Cour d’appel de Angers, le 19 avril 2011, n°10/00492

La Cour d’appel d’Angers, dans un arrêt du 19 avril 2011, a été saisie d’un litige relatif à un licenciement pour motif économique. Une salariée engagée initialement en contrat à durée déterminée puis à durée indéterminée avait été licenciée après son retour de congé maternité. L’employeur invoquait des difficultés économiques et une mutation technologique justifiant la suppression de son poste de secrétaire. Le conseil de prud’hommes de Saumur, par un jugement du 19 janvier 2010, avait retenu la réalité du motif économique mais sanctionné le non-respect de l’ordre des licenciements. La salariée faisait appel en contestant le caractère réel et sérieux de la cause du licenciement. L’employeur formait un appel incident sur le point relatif à l’ordre des licenciements. La question se posait de savoir si le licenciement était dépourvu de cause réelle et sérieuse au regard des éléments invoqués par l’employeur. La cour d’appel a infirmé le jugement pour retenir l’absence de cause réelle et sérieuse et a condamné l’employeur au paiement d’une indemnité.

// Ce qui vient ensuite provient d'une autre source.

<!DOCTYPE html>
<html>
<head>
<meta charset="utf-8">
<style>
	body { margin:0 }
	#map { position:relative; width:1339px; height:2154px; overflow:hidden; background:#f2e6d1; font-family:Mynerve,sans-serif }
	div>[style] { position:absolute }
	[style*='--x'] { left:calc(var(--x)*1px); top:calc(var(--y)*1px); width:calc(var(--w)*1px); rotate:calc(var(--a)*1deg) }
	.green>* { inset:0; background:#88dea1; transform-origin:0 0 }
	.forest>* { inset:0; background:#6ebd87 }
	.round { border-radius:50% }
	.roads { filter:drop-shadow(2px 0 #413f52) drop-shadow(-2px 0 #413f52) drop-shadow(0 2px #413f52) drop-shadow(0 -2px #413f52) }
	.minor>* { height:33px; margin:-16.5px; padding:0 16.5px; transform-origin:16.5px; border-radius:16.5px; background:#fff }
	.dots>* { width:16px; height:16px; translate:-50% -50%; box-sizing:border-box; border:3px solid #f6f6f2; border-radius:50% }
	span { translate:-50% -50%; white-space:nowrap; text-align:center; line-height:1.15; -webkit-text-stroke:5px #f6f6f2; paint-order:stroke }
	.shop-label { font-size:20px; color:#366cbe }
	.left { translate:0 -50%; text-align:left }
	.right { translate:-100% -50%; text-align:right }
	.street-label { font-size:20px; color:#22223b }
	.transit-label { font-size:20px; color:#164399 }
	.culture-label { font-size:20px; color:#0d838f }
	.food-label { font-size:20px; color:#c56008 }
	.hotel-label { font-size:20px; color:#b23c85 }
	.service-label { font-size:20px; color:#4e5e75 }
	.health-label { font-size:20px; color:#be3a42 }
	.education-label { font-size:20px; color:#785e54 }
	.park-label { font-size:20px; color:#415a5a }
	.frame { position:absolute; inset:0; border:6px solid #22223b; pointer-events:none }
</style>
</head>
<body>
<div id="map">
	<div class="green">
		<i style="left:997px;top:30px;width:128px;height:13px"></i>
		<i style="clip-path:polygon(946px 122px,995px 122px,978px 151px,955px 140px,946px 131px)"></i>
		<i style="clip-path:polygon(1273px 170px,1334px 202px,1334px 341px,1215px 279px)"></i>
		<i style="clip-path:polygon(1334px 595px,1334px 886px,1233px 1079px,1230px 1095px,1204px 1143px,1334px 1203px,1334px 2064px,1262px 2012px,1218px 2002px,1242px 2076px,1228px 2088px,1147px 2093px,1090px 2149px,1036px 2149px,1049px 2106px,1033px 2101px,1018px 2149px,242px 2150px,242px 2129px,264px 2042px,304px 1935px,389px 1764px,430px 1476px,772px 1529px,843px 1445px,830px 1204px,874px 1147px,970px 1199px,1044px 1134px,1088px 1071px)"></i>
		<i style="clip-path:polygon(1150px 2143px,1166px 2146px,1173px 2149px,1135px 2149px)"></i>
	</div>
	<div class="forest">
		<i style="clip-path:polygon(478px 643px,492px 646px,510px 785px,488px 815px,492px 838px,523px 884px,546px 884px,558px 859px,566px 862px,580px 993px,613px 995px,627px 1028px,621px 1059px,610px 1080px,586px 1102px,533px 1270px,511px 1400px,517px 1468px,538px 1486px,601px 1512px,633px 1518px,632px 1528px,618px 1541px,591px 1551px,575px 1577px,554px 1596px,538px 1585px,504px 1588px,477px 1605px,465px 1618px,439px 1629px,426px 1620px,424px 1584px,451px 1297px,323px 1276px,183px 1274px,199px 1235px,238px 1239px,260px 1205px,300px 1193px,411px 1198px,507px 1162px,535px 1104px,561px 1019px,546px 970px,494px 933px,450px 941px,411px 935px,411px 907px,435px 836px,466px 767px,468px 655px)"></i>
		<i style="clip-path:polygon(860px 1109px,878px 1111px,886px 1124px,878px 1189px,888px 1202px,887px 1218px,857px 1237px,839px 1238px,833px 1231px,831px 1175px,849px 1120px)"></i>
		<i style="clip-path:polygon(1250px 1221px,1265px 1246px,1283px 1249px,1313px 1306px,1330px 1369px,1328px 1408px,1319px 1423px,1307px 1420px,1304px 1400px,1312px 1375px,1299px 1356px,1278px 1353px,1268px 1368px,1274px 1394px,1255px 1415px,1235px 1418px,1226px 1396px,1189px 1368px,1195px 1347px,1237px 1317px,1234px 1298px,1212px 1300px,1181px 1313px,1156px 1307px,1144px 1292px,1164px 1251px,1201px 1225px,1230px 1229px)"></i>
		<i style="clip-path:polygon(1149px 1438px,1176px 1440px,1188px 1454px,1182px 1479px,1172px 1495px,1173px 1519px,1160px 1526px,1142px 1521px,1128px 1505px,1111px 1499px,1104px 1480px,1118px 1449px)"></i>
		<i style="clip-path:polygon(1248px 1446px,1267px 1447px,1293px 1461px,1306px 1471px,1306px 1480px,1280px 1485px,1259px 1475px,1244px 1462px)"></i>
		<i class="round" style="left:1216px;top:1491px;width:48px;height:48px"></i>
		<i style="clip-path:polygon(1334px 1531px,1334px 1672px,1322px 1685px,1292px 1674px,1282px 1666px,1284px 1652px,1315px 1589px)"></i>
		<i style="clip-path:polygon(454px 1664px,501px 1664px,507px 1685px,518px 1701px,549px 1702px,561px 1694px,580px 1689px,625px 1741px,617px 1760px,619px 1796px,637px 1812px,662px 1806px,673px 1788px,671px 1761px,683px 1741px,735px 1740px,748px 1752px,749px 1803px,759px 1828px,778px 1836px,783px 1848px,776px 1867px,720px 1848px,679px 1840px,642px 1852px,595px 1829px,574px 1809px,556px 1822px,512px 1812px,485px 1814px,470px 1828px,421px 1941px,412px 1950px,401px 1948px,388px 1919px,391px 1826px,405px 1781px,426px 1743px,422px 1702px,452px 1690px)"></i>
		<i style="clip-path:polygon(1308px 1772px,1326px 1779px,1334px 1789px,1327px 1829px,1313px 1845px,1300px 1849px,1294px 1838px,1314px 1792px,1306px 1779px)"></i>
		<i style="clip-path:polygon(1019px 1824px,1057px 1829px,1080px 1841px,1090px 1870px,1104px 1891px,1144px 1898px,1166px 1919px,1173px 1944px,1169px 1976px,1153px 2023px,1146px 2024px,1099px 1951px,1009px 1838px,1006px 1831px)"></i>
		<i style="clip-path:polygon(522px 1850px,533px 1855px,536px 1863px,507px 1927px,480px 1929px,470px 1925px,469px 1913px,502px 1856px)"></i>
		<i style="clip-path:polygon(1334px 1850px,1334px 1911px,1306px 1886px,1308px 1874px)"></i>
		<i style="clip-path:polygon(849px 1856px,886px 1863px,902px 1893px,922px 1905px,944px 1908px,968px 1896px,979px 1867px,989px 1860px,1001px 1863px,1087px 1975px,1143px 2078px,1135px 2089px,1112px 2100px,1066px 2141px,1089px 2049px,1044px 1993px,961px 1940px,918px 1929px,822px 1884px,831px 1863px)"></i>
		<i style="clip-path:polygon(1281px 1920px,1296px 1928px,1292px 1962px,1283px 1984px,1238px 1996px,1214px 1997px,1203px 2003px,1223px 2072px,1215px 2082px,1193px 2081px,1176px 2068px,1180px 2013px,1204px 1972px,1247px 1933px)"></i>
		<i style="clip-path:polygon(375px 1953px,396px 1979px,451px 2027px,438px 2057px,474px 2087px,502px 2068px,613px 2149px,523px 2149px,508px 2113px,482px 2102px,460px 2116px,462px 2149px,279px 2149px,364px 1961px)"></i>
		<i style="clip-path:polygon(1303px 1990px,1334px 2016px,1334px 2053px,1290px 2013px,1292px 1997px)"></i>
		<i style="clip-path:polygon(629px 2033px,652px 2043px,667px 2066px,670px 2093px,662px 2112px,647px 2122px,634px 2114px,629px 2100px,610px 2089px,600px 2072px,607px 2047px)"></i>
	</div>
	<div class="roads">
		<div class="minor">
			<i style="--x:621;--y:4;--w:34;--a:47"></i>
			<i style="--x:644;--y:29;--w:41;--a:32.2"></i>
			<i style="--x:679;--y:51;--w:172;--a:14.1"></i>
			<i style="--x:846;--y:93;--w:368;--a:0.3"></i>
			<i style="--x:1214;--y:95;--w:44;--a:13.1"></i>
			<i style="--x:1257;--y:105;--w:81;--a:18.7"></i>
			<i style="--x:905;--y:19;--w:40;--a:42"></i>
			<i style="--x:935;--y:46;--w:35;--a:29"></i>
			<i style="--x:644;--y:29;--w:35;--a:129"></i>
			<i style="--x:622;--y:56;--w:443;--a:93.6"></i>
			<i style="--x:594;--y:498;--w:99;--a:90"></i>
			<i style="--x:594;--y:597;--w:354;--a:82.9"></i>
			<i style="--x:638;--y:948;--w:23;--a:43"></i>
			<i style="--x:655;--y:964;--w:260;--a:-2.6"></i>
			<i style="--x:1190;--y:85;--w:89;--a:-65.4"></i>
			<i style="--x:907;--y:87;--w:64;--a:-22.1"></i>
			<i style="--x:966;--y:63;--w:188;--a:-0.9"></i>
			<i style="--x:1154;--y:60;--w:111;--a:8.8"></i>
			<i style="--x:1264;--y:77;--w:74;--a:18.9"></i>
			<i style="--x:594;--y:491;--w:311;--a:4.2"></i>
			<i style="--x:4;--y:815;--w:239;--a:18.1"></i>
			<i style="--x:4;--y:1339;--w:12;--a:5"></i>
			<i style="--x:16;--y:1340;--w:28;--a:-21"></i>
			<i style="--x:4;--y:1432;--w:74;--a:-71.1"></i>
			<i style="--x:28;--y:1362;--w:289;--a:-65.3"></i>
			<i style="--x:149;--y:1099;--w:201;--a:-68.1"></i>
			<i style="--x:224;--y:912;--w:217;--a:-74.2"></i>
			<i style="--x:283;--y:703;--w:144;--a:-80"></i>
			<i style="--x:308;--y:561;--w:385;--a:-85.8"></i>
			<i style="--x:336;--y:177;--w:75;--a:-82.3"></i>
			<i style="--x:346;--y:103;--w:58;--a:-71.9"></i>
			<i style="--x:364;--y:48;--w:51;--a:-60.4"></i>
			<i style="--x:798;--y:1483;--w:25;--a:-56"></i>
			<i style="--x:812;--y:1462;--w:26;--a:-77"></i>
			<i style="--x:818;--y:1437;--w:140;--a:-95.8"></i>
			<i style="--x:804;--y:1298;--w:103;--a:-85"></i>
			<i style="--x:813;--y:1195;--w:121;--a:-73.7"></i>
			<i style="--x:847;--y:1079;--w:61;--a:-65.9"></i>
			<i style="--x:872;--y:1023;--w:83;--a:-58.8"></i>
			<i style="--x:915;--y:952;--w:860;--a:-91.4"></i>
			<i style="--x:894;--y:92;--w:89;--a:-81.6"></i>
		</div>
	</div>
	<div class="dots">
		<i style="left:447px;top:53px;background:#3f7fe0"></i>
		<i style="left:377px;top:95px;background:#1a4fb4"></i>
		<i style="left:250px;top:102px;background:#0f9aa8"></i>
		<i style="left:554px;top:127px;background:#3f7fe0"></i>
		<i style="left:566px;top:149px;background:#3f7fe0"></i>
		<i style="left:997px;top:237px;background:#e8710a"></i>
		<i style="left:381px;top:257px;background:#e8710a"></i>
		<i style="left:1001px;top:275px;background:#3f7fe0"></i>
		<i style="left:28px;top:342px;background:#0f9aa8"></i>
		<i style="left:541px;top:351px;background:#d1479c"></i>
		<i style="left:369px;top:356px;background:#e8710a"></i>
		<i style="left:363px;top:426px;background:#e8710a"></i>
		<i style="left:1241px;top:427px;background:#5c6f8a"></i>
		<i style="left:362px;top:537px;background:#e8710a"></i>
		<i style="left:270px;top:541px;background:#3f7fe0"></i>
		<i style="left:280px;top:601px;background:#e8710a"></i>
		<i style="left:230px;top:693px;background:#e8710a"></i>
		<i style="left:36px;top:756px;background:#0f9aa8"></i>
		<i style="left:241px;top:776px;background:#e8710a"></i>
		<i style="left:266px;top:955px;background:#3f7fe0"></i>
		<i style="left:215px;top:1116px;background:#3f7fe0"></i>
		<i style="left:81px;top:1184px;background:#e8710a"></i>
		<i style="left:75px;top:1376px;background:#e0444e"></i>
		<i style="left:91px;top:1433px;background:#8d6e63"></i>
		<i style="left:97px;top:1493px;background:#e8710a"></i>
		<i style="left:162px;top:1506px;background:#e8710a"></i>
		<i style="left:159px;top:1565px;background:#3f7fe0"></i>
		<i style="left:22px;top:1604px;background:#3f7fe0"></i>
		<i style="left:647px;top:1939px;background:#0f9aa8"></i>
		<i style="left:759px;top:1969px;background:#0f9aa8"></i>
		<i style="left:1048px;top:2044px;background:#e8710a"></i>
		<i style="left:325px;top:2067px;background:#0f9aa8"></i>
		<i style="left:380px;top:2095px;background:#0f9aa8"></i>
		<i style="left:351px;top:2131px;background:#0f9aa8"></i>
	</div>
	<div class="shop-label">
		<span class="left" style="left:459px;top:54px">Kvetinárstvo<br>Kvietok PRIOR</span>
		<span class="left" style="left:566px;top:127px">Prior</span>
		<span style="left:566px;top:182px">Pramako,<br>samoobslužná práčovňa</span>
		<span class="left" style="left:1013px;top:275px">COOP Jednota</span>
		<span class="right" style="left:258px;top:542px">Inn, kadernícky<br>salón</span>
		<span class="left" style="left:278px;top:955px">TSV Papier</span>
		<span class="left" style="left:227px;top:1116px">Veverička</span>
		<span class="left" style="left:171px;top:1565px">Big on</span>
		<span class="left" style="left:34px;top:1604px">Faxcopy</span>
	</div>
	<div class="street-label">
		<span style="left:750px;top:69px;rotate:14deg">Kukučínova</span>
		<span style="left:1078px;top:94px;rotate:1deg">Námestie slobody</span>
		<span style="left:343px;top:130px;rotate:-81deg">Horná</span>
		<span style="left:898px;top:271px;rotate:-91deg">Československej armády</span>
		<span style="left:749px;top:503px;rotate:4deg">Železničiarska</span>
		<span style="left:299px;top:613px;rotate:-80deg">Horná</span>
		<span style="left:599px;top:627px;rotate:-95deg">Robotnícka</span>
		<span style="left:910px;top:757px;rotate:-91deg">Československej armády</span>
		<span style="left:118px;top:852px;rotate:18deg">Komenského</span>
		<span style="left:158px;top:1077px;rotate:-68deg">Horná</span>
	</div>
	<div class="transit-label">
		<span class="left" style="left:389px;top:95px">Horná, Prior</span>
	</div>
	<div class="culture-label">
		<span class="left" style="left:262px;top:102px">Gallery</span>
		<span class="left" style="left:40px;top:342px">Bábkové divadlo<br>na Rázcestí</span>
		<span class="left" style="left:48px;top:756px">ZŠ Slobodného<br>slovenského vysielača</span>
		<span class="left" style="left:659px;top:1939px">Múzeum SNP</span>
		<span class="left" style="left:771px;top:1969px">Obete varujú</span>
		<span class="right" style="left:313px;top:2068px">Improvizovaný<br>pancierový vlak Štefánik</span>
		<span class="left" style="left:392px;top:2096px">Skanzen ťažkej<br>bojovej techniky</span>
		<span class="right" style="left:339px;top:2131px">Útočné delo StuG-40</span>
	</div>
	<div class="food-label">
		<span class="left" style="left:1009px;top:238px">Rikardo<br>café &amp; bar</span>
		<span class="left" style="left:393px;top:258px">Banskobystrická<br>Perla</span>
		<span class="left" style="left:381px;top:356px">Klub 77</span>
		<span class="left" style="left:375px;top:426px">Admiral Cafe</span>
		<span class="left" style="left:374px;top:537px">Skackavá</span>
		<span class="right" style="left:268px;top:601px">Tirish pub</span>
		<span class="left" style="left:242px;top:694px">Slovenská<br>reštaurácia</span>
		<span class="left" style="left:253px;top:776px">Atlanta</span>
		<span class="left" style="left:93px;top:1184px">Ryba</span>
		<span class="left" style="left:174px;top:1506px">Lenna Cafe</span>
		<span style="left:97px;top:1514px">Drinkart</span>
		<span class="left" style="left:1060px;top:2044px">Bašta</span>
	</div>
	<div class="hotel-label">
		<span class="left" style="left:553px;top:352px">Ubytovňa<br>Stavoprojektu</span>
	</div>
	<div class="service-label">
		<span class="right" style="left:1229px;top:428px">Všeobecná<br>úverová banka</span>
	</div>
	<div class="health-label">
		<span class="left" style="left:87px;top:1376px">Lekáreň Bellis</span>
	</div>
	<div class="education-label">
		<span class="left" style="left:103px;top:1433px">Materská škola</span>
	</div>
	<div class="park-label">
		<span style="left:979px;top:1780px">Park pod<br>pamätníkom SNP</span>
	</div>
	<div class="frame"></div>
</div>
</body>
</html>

La décision procède à un contrôle rigoureux des motifs du licenciement pour en déceler les contradictions internes. La lettre de licenciement invoquait des difficultés économiques et une automatisation des tâches de secrétariat. La cour relève que l’employeur reconnaît lui-même qu’à son retour, la salariée « avait moins de travail administratif à effectuer » et fut affectée à d’autres missions. Elle constate surtout que le poste n’a pas été supprimé. En effet, une autre salariée, initialement recrutée en contrat à durée déterminée pour remplacer la salariée absente, est restée dans l’entreprise après le terme prévu. Elle occupait le même emploi de secrétaire au même coefficient. La cour souligne que « la relation contractuelle entre [cette salariée] et la société […] n’a pas pris fin au 30 septembre 2008 ». Elle était toujours présente lors du licenciement, comme l’atteste la liste du personnel. La cour en déduit qu’« il n’y a pas suppression d’emploi effective lorsque le salarié est remplacé dans son emploi peu de temps avant la rupture de son contrat de travail ». L’explication par une mutation technologique est également écartée, faute de preuves et en raison de sa contestation. Ainsi, la suppression d’emploi n’étant pas établie, le licenciement est privé de cause réelle et sérieuse. Ce raisonnement démontre une application stricte des textes. L’article L. 1233-3 du code du travail définit le licenciement économique par la suppression ou transformation d’emploi. La jurisprudence constante exige que cette suppression soit effective et non fictive. La cour vérifie concrètement la réalité de cette suppression au sein de l’entreprise. Elle refuse les affirmations non étayées de l’employeur concernant une éventuelle formation de la salariée remplaçante pour un autre poste. Elle relève que la comptable concernée dépendait d’une autre société juridiquement distincte. Le contrôle opéré est donc factuel et rigoureux. Il vise à prévenir les licenciements déguisés et à protéger le salarié contre un abus du motif économique.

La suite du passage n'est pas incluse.